Activity:
Every line of the data below should be repeated exactly, and no picture should be copied.
-------- Data for analysis
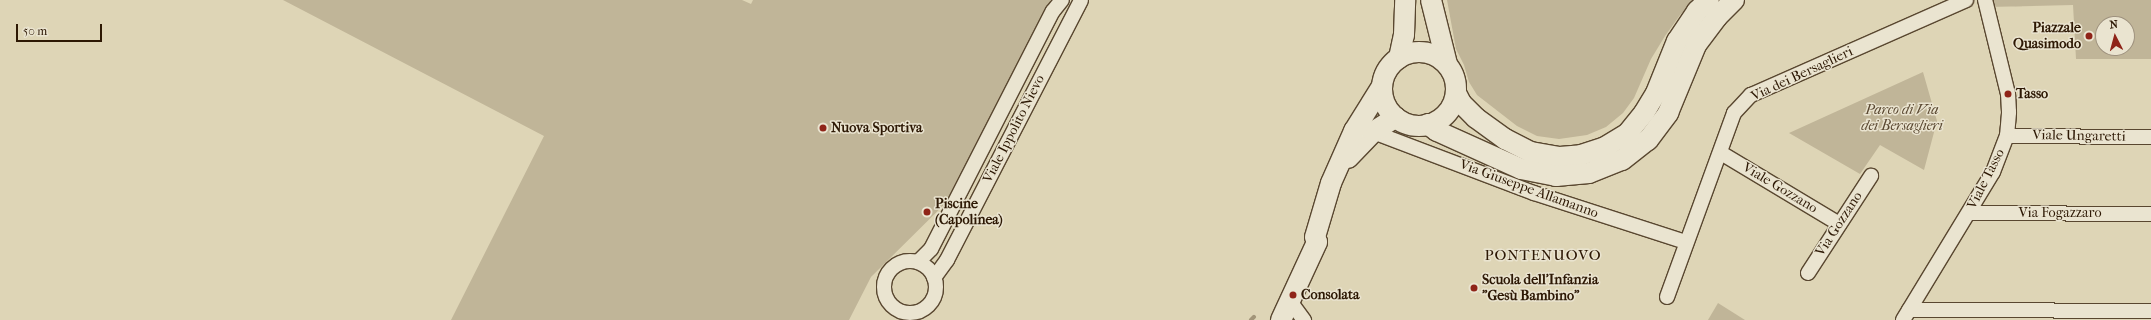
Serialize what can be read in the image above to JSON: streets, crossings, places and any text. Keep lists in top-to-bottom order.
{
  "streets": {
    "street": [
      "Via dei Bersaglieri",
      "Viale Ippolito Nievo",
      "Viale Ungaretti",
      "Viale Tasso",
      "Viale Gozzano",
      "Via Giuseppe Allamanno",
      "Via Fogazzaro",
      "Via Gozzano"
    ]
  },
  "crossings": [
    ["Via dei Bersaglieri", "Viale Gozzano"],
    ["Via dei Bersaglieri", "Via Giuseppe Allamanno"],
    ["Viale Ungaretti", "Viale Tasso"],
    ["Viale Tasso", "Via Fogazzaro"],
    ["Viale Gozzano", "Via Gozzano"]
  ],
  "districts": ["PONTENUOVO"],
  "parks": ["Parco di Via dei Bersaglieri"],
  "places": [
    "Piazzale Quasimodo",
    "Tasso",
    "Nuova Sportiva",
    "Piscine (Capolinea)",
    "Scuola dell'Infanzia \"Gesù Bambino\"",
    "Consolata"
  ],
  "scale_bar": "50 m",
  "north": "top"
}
----------------
Solution:
Serialize what can be read in the image above to JSON: streets, crossings, places and any text. Keep lists in top-to-bottom order.
{
  "streets": {
    "street": [
      "Via dei Bersaglieri",
      "Viale Ippolito Nievo",
      "Viale Ungaretti",
      "Viale Tasso",
      "Viale Gozzano",
      "Via Giuseppe Allamanno",
      "Via Fogazzaro",
      "Via Gozzano"
    ]
  },
  "crossings": [
    ["Via dei Bersaglieri", "Viale Gozzano"],
    ["Via dei Bersaglieri", "Via Giuseppe Allamanno"],
    ["Viale Ungaretti", "Viale Tasso"],
    ["Viale Tasso", "Via Fogazzaro"],
    ["Viale Gozzano", "Via Gozzano"]
  ],
  "districts": ["PONTENUOVO"],
  "parks": ["Parco di Via dei Bersaglieri"],
  "places": [
    "Piazzale Quasimodo",
    "Tasso",
    "Nuova Sportiva",
    "Piscine (Capolinea)",
    "Scuola dell'Infanzia \"Gesù Bambino\"",
    "Consolata"
  ],
  "scale_bar": "50 m",
  "north": "top"
}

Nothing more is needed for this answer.